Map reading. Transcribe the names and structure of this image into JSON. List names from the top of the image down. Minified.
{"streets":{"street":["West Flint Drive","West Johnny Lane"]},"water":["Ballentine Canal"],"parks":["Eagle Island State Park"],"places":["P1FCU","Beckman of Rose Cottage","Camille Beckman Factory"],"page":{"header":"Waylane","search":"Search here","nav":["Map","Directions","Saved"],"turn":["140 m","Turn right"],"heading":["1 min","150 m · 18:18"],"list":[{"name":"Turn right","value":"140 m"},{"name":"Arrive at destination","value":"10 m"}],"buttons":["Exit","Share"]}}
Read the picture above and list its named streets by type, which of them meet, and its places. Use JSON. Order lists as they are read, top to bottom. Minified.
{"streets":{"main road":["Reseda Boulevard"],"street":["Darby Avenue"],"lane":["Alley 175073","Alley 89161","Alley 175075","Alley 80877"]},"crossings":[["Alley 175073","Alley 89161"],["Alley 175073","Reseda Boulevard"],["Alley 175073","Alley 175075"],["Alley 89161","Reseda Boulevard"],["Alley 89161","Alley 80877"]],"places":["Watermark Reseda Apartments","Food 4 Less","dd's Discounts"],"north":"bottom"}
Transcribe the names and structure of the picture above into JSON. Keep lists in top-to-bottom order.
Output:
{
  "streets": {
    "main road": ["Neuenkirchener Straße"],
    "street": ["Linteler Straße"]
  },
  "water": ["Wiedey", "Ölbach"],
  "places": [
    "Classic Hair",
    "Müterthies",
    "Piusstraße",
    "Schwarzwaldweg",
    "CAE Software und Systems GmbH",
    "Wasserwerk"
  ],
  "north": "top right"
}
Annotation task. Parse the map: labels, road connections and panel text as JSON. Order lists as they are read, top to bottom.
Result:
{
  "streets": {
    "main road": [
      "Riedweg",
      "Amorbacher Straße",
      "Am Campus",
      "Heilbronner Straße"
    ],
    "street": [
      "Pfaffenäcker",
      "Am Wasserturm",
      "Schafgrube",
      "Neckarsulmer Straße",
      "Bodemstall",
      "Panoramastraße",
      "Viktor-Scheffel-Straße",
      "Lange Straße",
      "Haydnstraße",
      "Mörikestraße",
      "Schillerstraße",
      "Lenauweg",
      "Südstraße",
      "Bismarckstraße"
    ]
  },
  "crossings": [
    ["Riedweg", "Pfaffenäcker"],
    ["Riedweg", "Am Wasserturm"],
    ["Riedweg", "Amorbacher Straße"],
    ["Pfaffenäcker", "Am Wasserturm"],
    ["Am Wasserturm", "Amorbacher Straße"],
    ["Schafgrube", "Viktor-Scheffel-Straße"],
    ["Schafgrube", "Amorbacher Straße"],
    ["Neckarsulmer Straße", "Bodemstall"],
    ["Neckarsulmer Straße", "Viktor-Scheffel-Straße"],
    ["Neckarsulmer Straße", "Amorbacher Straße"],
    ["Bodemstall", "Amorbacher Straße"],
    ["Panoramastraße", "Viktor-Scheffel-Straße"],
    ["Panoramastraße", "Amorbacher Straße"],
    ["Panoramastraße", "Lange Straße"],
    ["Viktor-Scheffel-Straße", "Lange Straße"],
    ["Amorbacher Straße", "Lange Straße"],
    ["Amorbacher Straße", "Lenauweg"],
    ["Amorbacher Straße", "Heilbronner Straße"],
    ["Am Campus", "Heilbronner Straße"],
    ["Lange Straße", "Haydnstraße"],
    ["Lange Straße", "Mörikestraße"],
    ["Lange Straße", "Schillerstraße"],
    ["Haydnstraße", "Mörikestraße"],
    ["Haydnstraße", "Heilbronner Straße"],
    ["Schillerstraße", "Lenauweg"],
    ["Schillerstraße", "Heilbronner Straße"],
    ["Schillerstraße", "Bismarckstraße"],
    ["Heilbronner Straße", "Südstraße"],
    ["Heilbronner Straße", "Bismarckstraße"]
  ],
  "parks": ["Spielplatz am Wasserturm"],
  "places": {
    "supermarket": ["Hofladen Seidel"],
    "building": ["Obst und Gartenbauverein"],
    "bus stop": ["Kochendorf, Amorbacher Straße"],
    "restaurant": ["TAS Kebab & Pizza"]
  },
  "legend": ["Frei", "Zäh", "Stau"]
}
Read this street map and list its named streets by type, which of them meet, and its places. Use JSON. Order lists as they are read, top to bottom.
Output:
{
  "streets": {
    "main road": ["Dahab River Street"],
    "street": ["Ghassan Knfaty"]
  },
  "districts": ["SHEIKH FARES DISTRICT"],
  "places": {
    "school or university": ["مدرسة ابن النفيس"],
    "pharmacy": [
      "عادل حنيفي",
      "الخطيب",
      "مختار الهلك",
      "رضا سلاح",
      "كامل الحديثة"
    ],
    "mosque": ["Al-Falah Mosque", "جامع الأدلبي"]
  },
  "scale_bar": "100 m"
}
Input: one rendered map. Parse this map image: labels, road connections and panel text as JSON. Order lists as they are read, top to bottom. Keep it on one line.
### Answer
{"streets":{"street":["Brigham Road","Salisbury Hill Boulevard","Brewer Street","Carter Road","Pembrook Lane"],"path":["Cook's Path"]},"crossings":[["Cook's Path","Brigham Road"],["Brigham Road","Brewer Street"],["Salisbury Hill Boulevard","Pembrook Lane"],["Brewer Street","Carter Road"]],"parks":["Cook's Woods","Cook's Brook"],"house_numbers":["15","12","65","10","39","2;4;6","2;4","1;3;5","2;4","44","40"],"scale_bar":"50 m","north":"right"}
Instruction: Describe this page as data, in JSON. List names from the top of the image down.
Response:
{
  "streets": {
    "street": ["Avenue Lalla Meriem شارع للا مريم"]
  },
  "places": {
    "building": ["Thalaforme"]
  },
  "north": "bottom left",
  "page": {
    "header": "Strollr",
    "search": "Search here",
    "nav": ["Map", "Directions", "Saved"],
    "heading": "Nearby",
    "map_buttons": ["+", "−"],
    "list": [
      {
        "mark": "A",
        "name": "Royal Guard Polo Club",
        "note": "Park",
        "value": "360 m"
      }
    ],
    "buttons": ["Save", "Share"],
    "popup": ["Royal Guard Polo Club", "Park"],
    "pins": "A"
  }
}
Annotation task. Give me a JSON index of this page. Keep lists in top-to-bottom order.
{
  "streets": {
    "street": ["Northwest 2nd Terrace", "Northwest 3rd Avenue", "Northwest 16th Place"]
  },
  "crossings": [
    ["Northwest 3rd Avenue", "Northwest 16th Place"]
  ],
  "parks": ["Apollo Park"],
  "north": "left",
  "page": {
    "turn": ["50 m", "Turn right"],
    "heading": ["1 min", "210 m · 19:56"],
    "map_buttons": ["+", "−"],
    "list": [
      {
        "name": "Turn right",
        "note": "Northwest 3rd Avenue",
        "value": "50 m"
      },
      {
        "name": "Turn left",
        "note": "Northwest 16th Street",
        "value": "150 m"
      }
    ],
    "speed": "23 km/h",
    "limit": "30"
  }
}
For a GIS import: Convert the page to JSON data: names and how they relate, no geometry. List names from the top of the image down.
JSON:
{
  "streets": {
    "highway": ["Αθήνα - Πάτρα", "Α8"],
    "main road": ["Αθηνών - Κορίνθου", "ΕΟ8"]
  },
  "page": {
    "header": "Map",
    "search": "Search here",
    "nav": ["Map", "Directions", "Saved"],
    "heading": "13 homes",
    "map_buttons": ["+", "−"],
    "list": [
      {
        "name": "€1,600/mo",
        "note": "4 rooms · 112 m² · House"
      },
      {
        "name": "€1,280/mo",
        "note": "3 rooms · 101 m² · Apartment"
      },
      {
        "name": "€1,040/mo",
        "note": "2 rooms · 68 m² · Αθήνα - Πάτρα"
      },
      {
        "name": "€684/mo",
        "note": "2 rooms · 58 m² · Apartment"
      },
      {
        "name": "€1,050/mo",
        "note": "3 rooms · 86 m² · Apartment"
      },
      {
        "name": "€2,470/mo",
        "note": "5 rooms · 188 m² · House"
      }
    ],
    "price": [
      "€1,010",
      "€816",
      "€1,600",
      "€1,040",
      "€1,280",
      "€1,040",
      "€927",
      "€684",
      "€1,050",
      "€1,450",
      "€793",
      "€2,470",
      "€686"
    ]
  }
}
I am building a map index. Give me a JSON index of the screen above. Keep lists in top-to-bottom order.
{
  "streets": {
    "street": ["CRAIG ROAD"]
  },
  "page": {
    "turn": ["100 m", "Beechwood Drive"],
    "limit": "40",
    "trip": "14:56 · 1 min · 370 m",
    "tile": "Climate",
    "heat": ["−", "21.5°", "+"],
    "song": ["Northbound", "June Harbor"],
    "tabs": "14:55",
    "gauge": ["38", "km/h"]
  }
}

> **PROBLEM TO WORK ON**
For the word "panel", show every line of the entries that holds it.

> **WRITTEN SOLUTION**
Annotation task. Parse the map: labels, road connections and panel text as JSON. Order lists as they are read, top to bottom.
Input: one rendered map. Parse this map image: labels, road connections and panel text as JSON. Order lists as they are read, top to bottom. Keep it on one line.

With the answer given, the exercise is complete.